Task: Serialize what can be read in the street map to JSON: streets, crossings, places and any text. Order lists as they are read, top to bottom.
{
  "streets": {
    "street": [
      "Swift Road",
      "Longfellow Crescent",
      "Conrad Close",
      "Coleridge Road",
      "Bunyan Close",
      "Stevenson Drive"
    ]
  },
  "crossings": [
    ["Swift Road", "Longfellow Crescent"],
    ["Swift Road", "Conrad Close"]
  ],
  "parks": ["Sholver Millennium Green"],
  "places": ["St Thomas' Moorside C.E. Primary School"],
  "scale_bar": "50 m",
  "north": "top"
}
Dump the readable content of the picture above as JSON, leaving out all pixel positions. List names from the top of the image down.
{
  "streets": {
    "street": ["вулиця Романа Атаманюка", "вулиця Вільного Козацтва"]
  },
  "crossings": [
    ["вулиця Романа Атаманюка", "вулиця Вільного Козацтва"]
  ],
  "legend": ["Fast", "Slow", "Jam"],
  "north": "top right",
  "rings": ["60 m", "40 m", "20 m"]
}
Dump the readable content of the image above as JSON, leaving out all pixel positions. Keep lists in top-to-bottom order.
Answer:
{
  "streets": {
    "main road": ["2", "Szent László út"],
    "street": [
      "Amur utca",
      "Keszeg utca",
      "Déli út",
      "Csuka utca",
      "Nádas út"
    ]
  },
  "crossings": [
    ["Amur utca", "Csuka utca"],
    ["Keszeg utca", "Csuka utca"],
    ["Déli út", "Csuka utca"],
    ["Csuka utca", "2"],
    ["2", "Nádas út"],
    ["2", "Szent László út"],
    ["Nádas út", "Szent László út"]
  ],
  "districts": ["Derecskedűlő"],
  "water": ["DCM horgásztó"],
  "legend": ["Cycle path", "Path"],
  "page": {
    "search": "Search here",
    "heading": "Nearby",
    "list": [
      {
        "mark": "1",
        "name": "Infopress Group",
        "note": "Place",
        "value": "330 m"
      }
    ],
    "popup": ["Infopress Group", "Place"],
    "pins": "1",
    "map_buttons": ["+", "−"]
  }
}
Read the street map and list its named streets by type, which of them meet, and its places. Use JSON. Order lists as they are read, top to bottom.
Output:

· · · ·

• _Exercise requirements_
Each line of the data above needs to be returned exactly.

• _Result_
Task: Serialize what can be read in the street map to JSON: streets, crossings, places and any text. Order lists as they are read, top to bottom.
{
  "streets": {
    "street": [
      "Swift Road",
      "Longfellow Crescent",
      "Conrad Close",
      "Coleridge Road",
      "Bunyan Close",
      "Stevenson Drive"
    ]
  },
  "crossings": [
    ["Swift Road", "Longfellow Crescent"],
    ["Swift Road", "Conrad Close"]
  ],
  "parks": ["Sholver Millennium Green"],
  "places": ["St Thomas' Moorside C.E. Primary School"],
  "scale_bar": "50 m",
  "north": "top"
}
Dump the readable content of the picture above as JSON, leaving out all pixel positions. List names from the top of the image down.
{
  "streets": {
    "street": ["вулиця Романа Атаманюка", "вулиця Вільного Козацтва"]
  },
  "crossings": [
    ["вулиця Романа Атаманюка", "вулиця Вільного Козацтва"]
  ],
  "legend": ["Fast", "Slow", "Jam"],
  "north": "top right",
  "rings": ["60 m", "40 m", "20 m"]
}
Dump the readable content of the image above as JSON, leaving out all pixel positions. Keep lists in top-to-bottom order.
Answer:
{
  "streets": {
    "main road": ["2", "Szent László út"],
    "street": [
      "Amur utca",
      "Keszeg utca",
      "Déli út",
      "Csuka utca",
      "Nádas út"
    ]
  },
  "crossings": [
    ["Amur utca", "Csuka utca"],
    ["Keszeg utca", "Csuka utca"],
    ["Déli út", "Csuka utca"],
    ["Csuka utca", "2"],
    ["2", "Nádas út"],
    ["2", "Szent László út"],
    ["Nádas út", "Szent László út"]
  ],
  "districts": ["Derecskedűlő"],
  "water": ["DCM horgásztó"],
  "legend": ["Cycle path", "Path"],
  "page": {
    "search": "Search here",
    "heading": "Nearby",
    "list": [
      {
        "mark": "1",
        "name": "Infopress Group",
        "note": "Place",
        "value": "330 m"
      }
    ],
    "popup": ["Infopress Group", "Place"],
    "pins": "1",
    "map_buttons": ["+", "−"]
  }
}
Read the street map and list its named streets by type, which of them meet, and its places. Use JSON. Order lists as they are read, top to bottom.
Output:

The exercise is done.